If you have a spatial data with the geometries of your origin/destination data set, you can easily merge it with the accessibility to map the results. Here is a quick example using ggplot2.

library(ggplot2)
library(sf)
library(data.table)

# load spatial data
grid <- system.file("extdata/grid_bho.rds", package = "accessibility")
grid <- readRDS(grid)

# merge accessibility output to spatial data
df <- merge(grid, cum_cutoff, by.x='id', by.y='from_id')
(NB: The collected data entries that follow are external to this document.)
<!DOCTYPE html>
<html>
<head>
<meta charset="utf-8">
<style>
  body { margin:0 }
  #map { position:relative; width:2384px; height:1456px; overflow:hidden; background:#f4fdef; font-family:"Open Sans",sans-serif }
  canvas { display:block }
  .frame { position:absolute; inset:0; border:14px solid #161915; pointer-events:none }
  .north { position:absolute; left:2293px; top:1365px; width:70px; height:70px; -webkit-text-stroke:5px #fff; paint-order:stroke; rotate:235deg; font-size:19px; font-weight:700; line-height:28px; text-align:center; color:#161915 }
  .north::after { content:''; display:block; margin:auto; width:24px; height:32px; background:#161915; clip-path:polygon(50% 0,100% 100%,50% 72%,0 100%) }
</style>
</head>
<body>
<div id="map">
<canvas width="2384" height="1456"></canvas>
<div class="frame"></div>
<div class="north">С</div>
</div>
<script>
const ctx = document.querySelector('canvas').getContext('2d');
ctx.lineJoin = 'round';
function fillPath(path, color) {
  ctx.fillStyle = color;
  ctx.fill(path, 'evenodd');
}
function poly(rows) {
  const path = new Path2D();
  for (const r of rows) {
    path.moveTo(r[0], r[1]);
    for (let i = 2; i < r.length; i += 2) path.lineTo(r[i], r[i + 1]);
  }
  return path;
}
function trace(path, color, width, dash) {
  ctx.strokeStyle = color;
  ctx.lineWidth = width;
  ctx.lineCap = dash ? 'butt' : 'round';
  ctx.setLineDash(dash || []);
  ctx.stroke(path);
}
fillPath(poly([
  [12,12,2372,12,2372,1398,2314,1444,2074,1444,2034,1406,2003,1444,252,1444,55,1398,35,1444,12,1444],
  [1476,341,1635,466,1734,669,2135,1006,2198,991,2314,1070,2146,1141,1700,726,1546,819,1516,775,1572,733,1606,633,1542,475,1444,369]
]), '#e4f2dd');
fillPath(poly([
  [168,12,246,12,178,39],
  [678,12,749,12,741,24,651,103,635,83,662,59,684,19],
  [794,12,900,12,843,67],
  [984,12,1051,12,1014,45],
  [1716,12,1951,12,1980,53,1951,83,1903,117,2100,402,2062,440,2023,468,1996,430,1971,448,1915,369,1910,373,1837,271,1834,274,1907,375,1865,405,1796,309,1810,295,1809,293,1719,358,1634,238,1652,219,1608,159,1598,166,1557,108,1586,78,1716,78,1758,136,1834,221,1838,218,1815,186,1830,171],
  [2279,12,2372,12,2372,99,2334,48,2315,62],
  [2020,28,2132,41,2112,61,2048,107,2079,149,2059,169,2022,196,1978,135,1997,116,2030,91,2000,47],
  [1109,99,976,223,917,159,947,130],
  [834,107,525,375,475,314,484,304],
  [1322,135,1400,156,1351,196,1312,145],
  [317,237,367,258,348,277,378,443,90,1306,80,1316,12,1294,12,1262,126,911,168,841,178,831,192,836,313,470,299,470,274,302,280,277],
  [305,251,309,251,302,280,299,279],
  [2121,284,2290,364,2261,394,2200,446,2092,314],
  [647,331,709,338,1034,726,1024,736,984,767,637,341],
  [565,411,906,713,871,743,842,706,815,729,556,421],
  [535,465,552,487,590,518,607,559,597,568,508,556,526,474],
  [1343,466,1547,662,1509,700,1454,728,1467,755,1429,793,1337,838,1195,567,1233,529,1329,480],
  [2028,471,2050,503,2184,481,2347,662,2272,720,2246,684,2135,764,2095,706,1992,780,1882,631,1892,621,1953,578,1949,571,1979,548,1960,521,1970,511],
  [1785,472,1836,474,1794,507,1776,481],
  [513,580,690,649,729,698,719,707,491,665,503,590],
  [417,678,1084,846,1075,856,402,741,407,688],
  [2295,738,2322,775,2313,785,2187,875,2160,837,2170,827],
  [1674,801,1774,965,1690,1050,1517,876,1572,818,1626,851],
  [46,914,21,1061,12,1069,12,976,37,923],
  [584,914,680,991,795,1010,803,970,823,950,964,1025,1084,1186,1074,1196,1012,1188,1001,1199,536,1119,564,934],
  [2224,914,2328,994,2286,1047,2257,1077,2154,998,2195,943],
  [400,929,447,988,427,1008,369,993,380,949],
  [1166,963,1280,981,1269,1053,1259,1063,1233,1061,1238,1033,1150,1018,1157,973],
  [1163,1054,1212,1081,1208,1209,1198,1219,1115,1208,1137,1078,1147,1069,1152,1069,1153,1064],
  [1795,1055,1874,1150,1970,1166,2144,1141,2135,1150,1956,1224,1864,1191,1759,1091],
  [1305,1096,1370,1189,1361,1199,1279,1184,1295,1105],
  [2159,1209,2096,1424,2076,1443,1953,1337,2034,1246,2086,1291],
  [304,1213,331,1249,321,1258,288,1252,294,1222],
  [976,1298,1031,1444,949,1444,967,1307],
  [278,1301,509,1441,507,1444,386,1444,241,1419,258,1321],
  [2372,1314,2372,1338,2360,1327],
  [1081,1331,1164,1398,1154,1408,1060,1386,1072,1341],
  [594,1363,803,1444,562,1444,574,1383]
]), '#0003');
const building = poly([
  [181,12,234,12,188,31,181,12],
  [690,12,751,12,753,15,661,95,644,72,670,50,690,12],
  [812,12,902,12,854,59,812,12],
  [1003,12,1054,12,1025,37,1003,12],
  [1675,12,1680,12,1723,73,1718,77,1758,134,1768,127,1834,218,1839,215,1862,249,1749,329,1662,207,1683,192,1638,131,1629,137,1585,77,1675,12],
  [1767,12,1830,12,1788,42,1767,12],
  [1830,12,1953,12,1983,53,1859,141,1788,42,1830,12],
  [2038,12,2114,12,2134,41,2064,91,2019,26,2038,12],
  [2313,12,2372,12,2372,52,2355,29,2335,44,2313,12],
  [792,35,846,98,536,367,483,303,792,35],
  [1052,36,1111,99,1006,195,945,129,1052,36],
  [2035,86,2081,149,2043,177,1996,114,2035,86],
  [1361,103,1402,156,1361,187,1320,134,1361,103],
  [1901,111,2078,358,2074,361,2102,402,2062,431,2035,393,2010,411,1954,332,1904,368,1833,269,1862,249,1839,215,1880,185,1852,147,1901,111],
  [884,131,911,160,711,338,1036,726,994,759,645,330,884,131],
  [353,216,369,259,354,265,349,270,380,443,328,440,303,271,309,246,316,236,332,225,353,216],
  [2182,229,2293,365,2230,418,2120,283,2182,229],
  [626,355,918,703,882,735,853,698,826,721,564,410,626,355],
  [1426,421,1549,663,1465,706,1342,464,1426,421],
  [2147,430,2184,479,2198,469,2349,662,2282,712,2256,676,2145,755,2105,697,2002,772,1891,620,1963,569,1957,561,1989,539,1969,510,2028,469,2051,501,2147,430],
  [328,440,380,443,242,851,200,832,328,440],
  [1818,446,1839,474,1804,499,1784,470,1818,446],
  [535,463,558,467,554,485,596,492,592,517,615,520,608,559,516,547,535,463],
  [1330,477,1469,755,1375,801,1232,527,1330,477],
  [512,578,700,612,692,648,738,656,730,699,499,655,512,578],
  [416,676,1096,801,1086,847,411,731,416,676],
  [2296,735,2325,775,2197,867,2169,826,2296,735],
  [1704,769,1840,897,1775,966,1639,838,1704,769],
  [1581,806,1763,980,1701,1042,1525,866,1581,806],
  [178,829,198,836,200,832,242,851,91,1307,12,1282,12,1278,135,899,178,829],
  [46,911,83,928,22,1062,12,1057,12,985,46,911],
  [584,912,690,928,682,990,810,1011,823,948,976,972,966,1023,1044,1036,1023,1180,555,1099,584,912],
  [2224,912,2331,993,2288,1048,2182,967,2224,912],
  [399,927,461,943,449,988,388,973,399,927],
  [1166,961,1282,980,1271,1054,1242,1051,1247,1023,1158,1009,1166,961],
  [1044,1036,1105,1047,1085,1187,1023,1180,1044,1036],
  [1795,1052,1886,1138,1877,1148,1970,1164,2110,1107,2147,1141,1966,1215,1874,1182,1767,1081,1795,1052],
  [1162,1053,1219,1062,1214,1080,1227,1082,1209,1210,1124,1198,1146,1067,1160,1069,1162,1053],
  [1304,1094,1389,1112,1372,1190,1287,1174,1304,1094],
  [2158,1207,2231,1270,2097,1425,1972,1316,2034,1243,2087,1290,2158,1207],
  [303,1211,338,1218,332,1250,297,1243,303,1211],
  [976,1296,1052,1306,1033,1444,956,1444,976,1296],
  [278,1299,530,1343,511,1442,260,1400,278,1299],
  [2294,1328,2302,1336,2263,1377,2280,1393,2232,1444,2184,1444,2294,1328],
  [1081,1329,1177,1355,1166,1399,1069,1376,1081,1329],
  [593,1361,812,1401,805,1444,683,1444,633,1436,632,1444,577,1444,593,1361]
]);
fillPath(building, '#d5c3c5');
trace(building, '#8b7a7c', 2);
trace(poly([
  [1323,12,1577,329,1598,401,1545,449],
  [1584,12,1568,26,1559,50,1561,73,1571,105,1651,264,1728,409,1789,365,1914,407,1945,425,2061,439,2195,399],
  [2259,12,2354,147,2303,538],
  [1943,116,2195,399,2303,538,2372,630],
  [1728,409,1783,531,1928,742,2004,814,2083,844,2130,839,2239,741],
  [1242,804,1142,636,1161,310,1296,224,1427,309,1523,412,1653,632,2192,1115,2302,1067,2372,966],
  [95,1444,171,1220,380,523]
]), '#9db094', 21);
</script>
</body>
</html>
# for large data sets, this can be done much faster with `data.table` as follows:
df2 <- setDT(grid)[cum_cutoff, on=c('id'='from_id'), access := i.access]
df2 <- st_sf(df2, crs = 4326)


# plot
ggplot() +
  geom_sf(data = df2, aes(fill = access), color=NA, alpha=0.9) +
  labs(title = 'Employment accessibility by transit in under 30 min.', 
       fill='Number of jobs\naccessible') +
  scale_fill_viridis_c() + 
  theme_void()

If you have any suggestions or want to report an error, please visit the package GitHub page.

References

Luo, Wei, and Fahui Wang. 2003. “Measures of Spatial Accessibility to Health Care in a GIS Environment: Synthesis and a Case Study in the Chicago Region.” Environment and Planning B: Planning and Design 30 (6): 865–84.
Paez, Antonio, Christopher D Higgins, and Salvatore F Vivona. 2019. “Demand and Level of Service Inflation in Floating Catchment Area (FCA) Methods.” Plos One 14 (6): e0218773.
Pereira, Rafael HM, Carlos Kauê Vieira Braga, Luciana Mendes Servo, Bernardo Serra, Pedro Amaral, Nelson Gouveia, and Antonio Paez. 2021. “Geographic Access to COVID-19 Healthcare in Brazil Using a Balanced Float Catchment Area Approach.” Social Science & Medicine 273: 113773.